All the protests and demonstrations, revived in earnest after the assassination of Sen. Ninoy Aquino, came to a head in 1986. In those dark days at a time when no one knew if the dictatorship would violently suppress the expression of People Power, people from all walks of life poured out into the streets, confronted military tanks with flowers and rosaries, and left their fate in the hands of God and the Blessed Mother. It was our generation’s response to two decades of political corruption that saw their basic freedoms curtailed even as the dictatorship and its cronies flourished. The People Power revolution showed the world how tyranny can be overthrown by a people united to protect themselves and their children from continued oppression. And indeed the fall of the Berlin Wall and communist regimes in Eastern Europe and even the Soviet Union happened likely because we showed the world a democratic revolution was possible.

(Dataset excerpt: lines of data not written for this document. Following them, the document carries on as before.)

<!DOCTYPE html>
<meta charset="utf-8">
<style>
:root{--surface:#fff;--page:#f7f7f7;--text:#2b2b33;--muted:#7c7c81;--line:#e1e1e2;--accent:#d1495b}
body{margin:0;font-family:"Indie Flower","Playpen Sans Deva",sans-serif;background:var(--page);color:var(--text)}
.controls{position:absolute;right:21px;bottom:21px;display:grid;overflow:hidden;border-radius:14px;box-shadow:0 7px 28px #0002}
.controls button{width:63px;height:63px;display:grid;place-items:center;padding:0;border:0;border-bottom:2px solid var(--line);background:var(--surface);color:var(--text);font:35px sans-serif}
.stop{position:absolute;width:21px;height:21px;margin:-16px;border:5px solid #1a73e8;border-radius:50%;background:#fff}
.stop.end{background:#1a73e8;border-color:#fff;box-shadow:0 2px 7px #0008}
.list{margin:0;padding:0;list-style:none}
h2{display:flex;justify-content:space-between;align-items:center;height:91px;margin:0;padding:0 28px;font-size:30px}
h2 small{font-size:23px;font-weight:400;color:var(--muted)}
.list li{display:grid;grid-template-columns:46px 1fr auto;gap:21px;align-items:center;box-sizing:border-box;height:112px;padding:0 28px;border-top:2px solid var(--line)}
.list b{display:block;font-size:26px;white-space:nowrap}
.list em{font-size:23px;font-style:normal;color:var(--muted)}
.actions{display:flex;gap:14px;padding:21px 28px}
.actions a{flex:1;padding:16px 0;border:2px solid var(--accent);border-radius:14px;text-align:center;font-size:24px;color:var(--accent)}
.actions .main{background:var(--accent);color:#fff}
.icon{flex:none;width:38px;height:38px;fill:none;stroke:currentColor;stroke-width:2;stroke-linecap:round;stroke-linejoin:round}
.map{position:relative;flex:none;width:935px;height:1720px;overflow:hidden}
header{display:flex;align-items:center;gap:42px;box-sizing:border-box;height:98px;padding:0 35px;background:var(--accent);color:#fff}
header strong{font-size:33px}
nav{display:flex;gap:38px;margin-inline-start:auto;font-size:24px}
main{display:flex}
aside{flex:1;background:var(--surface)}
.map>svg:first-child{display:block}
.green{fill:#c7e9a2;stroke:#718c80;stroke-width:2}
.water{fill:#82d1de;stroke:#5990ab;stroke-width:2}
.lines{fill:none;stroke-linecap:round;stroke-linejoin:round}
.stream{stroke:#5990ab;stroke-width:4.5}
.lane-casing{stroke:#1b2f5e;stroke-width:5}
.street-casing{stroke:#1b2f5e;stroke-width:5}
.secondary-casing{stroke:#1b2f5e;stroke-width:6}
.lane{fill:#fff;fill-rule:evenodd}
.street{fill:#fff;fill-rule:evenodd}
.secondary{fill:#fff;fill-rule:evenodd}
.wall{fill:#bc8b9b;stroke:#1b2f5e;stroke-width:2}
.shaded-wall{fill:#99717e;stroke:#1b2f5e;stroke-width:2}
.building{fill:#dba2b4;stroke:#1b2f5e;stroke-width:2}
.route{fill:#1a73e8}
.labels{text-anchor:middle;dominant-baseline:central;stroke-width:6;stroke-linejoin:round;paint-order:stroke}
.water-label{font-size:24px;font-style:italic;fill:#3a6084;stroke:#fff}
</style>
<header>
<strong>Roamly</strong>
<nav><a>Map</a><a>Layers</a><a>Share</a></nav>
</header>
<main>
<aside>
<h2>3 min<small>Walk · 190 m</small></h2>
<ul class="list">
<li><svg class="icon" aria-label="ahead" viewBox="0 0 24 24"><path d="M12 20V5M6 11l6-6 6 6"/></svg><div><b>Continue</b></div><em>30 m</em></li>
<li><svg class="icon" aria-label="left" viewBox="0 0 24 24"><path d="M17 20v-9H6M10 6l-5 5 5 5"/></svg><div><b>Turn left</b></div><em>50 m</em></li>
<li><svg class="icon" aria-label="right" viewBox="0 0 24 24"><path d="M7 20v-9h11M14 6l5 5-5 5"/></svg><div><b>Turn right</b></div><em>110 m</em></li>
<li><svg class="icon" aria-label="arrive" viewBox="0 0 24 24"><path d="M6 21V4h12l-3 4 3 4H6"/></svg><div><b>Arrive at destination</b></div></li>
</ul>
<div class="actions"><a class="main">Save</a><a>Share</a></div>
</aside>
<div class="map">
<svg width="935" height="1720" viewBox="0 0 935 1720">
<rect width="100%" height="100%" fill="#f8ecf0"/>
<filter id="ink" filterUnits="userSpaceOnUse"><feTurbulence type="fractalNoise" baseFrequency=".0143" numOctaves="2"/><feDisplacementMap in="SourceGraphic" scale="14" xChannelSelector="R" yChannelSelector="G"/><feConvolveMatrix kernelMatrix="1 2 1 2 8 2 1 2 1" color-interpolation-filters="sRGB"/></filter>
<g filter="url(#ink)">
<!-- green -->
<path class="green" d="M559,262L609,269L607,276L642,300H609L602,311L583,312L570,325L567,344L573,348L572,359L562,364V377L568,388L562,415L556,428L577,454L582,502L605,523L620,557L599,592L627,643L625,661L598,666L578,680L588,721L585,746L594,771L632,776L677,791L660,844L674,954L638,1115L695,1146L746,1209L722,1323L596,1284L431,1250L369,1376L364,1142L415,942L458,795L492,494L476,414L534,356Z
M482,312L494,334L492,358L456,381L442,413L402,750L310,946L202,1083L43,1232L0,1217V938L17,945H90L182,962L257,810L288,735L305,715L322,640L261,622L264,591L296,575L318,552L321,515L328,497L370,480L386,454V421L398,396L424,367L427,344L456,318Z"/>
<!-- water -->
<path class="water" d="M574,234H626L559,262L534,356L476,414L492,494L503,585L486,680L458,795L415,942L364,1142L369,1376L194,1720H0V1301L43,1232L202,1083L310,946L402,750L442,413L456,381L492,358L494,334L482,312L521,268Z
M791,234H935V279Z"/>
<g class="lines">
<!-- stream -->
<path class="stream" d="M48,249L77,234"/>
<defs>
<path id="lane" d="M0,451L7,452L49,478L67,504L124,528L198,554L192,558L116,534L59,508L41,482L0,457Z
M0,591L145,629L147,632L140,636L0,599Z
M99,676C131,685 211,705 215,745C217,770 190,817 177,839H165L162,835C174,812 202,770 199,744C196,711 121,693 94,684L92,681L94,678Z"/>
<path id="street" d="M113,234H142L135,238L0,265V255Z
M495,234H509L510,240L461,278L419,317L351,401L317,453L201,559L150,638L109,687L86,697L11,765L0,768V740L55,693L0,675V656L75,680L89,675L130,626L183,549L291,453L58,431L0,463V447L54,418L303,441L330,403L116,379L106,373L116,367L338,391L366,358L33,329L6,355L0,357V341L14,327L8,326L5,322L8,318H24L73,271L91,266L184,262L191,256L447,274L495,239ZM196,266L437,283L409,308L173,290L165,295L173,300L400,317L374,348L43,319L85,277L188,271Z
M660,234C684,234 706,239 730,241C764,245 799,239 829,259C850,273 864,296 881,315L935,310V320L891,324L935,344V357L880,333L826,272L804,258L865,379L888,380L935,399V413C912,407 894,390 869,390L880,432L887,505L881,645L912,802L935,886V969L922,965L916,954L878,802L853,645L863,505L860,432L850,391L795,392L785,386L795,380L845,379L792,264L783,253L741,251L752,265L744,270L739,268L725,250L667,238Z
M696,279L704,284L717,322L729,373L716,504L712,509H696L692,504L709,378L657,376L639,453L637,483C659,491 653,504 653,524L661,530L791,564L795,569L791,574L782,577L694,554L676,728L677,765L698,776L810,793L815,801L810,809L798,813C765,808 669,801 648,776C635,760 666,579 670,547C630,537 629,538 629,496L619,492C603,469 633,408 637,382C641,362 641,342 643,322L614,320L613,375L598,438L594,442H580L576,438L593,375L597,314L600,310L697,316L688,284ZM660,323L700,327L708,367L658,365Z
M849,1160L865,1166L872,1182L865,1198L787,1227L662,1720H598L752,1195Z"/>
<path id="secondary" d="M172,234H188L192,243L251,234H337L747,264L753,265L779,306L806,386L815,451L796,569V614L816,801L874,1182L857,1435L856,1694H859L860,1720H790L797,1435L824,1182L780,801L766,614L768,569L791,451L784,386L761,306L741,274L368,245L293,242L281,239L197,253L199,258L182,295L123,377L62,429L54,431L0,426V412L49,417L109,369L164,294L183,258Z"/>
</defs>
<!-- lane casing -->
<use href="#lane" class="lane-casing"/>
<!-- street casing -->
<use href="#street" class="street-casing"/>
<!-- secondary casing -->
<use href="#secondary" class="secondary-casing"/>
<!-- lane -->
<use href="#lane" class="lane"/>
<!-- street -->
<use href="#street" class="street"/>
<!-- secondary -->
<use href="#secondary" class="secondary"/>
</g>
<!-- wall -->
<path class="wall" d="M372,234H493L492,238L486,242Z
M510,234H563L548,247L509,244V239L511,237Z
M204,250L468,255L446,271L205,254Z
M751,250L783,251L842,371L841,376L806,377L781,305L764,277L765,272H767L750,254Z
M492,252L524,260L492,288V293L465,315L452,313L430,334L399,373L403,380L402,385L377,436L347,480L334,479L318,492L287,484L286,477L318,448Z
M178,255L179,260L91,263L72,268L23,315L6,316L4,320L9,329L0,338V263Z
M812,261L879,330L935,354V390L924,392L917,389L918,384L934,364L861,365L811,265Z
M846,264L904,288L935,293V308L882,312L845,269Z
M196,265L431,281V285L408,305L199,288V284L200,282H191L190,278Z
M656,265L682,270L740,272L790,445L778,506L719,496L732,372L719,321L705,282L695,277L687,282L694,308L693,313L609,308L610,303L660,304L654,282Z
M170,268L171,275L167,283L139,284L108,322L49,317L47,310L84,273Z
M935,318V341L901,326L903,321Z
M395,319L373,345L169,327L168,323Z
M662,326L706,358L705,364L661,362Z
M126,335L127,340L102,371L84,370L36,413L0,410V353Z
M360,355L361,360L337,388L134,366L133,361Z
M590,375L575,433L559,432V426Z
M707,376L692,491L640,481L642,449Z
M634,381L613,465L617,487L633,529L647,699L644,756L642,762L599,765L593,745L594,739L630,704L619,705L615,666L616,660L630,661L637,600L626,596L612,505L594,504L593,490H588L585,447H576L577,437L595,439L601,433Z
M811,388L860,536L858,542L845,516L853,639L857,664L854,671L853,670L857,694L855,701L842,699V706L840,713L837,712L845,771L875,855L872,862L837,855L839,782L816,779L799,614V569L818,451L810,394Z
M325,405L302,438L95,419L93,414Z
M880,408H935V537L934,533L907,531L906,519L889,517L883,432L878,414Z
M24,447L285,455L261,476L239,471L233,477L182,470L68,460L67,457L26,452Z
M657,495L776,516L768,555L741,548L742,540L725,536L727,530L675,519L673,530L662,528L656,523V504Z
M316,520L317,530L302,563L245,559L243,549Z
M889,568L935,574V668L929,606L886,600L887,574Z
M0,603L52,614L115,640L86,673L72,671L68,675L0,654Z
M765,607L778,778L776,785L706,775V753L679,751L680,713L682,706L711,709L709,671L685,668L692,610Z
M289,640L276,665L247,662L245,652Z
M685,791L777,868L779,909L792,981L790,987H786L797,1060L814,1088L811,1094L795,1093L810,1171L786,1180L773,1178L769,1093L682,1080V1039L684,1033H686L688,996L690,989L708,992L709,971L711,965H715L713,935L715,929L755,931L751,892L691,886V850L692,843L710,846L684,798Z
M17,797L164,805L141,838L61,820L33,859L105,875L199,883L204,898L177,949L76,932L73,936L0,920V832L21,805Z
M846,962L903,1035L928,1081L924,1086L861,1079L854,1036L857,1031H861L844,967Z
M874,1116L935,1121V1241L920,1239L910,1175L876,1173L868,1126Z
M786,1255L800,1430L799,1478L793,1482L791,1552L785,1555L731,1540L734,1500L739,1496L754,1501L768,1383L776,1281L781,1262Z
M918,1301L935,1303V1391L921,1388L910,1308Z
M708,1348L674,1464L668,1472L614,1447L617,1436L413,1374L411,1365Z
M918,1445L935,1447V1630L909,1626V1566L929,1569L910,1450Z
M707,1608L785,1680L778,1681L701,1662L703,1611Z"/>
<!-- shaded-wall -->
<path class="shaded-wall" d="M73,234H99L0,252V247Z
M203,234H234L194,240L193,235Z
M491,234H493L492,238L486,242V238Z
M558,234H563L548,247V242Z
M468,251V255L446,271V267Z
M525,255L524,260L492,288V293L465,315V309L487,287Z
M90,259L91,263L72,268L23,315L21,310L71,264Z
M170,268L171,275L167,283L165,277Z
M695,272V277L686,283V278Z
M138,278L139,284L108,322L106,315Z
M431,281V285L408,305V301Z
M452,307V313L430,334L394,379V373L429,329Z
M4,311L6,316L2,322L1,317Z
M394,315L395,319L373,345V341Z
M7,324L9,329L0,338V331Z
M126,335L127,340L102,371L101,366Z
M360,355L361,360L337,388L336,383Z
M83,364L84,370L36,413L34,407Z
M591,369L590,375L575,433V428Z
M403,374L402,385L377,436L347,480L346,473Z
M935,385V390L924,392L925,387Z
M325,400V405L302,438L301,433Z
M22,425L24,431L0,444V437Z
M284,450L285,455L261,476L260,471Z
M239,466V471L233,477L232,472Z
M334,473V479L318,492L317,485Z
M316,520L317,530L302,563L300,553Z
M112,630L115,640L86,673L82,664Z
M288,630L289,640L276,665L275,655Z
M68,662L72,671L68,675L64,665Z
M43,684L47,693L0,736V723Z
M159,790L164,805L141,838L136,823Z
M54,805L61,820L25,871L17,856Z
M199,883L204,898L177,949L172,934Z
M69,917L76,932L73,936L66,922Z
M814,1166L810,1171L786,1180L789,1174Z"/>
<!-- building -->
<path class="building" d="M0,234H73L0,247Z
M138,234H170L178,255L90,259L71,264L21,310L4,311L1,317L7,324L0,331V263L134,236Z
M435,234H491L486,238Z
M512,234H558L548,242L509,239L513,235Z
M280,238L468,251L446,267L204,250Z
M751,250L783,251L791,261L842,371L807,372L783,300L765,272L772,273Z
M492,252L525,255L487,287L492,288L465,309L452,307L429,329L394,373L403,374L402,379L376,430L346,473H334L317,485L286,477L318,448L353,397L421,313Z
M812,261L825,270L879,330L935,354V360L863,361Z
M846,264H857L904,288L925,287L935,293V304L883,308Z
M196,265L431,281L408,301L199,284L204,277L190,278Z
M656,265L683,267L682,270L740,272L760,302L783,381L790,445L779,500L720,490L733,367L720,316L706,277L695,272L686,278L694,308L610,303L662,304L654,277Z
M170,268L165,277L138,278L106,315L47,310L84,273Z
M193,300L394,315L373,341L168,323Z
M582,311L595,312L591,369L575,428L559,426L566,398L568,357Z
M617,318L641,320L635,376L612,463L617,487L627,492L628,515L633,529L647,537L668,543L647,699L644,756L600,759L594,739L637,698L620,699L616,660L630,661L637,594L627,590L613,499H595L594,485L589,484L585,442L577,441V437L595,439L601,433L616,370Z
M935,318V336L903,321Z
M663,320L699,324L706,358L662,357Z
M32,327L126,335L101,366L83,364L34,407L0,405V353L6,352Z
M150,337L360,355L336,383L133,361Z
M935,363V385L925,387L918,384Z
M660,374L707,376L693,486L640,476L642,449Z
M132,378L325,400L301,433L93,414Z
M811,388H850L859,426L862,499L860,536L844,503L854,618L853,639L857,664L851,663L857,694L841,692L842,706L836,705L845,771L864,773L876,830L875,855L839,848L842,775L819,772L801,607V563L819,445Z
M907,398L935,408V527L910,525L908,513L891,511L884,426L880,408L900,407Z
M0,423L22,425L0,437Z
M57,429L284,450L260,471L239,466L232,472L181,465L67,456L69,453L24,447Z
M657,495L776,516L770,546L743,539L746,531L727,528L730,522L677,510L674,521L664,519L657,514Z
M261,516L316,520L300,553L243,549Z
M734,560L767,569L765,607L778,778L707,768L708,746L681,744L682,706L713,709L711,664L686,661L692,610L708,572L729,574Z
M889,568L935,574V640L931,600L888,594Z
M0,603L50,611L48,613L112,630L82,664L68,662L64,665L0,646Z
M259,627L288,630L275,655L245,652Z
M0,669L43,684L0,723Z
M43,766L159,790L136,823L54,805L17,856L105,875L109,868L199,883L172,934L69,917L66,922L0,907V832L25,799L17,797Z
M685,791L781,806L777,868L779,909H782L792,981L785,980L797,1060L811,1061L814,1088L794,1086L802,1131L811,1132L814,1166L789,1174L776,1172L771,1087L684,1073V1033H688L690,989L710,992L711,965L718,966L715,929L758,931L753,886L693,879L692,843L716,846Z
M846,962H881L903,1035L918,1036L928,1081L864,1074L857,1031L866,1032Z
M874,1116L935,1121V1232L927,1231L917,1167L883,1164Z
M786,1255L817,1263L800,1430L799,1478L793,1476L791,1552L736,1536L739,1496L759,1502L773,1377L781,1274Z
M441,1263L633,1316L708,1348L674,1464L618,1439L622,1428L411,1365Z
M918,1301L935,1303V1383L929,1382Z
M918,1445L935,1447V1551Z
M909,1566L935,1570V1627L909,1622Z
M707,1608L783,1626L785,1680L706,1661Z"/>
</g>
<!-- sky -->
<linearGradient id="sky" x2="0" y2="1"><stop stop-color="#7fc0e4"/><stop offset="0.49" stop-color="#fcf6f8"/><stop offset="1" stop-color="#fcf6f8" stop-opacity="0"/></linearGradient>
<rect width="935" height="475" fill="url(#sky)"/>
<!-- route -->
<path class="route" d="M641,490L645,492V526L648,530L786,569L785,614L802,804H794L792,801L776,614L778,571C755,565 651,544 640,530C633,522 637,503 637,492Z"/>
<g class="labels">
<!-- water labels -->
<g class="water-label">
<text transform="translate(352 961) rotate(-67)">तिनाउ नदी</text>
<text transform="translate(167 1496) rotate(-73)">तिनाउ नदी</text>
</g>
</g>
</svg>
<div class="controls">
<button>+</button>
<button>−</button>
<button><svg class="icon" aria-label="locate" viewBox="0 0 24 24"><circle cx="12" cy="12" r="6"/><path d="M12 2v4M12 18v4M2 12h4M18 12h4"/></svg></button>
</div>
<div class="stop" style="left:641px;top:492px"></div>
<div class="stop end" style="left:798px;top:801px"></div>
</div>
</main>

Twenty-six years later, there are those who would like to bury our People Power revolution in the dustbin of history. It pains me to hear some even have the temerity to say that EDSA 1 was just mob rule. But I think it is still very much alive, very much relevant to our lives. There are unfinished tasks that today’s generation must take on. It was, for instance, painful for many of us to endure another lost decade of corruption as venal as the dictatorship we overthrew in EDSA. But we get solace that a renewed sense of idealism among our people led to the election of a new administration determined to banish corruption and improve governance. It was proof that we may falter but in time, the spirit of EDSA 1 rises again to put things right.